Lajos Horváth, Piotr Kokoszka and Matthew L. Reimherr, The Canadian Journal of Statistics Award 2010
The Canadian Journal of Statistics Award is presented each year by the Statistical Society of Canada to the author(s) of an article published in the Journal, in recognition of the outstanding quality of the paper’s methodological innovation and presentation.

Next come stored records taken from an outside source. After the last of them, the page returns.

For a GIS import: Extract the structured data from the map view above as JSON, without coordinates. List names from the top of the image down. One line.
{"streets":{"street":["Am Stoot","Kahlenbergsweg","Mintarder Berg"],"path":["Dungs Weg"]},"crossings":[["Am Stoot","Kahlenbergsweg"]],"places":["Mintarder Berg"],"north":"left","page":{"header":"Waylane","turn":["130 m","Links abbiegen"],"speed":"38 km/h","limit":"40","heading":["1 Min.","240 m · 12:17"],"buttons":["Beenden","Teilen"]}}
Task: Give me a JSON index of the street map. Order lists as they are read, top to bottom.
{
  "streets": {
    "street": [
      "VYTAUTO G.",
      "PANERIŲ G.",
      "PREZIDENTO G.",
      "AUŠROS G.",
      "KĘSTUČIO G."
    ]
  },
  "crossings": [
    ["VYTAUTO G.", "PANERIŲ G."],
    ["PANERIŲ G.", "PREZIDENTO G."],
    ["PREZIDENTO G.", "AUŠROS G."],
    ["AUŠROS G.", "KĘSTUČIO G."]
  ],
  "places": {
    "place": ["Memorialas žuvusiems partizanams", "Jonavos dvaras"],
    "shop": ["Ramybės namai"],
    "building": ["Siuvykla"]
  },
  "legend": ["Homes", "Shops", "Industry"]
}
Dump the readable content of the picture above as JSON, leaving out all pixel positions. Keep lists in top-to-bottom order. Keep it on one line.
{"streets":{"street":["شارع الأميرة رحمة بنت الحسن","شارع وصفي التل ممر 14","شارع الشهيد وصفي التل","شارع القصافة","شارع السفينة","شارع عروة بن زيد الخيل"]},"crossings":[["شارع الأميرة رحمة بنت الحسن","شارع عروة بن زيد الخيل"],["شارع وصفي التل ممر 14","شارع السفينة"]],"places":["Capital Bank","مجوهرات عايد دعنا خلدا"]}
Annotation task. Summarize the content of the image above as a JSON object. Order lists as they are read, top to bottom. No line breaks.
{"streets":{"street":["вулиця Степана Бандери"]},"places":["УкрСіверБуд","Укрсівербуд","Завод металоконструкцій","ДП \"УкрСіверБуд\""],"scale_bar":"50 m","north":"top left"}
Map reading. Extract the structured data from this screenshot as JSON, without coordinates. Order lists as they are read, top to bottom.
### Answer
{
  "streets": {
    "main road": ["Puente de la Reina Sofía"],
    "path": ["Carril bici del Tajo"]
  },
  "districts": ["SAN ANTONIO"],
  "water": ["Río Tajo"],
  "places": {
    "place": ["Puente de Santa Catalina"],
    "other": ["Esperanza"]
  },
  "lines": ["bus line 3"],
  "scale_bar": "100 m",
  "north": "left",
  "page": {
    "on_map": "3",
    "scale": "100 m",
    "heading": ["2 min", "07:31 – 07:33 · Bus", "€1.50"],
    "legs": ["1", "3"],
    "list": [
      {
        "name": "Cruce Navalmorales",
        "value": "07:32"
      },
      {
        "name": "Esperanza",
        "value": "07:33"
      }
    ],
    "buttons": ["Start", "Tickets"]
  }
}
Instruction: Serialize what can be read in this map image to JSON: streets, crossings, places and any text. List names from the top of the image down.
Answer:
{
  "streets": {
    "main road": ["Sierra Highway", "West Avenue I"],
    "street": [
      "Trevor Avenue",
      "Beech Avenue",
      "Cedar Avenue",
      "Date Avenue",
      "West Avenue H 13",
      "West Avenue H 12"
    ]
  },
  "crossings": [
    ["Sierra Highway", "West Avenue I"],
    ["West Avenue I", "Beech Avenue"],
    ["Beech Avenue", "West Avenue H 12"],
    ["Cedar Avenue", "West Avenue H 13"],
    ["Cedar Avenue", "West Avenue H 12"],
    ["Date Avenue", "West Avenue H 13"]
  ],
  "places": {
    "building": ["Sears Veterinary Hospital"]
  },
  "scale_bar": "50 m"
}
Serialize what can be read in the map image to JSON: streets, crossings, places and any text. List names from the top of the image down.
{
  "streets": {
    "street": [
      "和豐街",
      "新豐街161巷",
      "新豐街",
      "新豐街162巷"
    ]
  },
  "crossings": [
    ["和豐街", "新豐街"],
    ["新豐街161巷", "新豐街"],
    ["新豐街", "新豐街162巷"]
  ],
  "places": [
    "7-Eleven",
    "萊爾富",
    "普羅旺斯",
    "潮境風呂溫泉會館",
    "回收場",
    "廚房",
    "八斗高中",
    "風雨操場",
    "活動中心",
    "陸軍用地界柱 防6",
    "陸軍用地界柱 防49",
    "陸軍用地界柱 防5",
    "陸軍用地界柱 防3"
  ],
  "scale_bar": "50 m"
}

This year’s winner is the article entitled “Two sample inference in functional linear models” (vol. 37, no 4, pp. 571-91), by Lajos Horváth, Piotr Kokoszka, and Matthew L. Reimherr. The paper proposes a method of comparing two linear models in which explanatory variables are functions and response variables can be either scalars or functions. In such models, the parameter vectors (or matrices) are integral operators acting on a function space. The authors show how to test whether these operators are the same in two independent samples. Their tests are based on statistics whose limiting distribution is always chi-squared, whether the response variables are scalars or functions. In addition to having good finite-sample properties, these statistics are readily computable using the R package FDA. In the paper, the approach is illustrated using egg-laying curves of Mediterranean flies and data from terrestrial magnetic observatories.
Lajos Horváth was born, raised and educated in Hungary. Before joining the University of Utah, he was a postdoctoral fellow at Carleton University from 1985 to 1987 under the supervision of Miklós Csörgő. Lajos is a very prolific researcher. The author or co-author of three books and some 250 papers, he is a specialist in asymptotic theory and its applications in the context of time series, empirical processes, and functional data analysis.
A Professor in the Department of Mathematics and Statistics at Utah State University in Logan, Piotr Kokoszka is originally from Poland. He studied applied mathematics at Wrocław Technical University and probability theory at Boston University. He was a postdoctoral fellow in Salt Lake City and a lecturer at the University of Liverpool before taking his current position in 2000. His research is concerned with stochastic modeling and statistical inference for time series, functional data, and applications to space physics.
Matthew L. Reimherr was born and raised in Salt Lake City. He received a B.S. in Mathematics and an M.S. in Statistics at the University of Utah, under the supervision of Lajos Horváth. He is currently a Ph.D. student in the Department of Statistics at the University of Chicago. His interests are in time series, functional data analysis, and statistical genetics.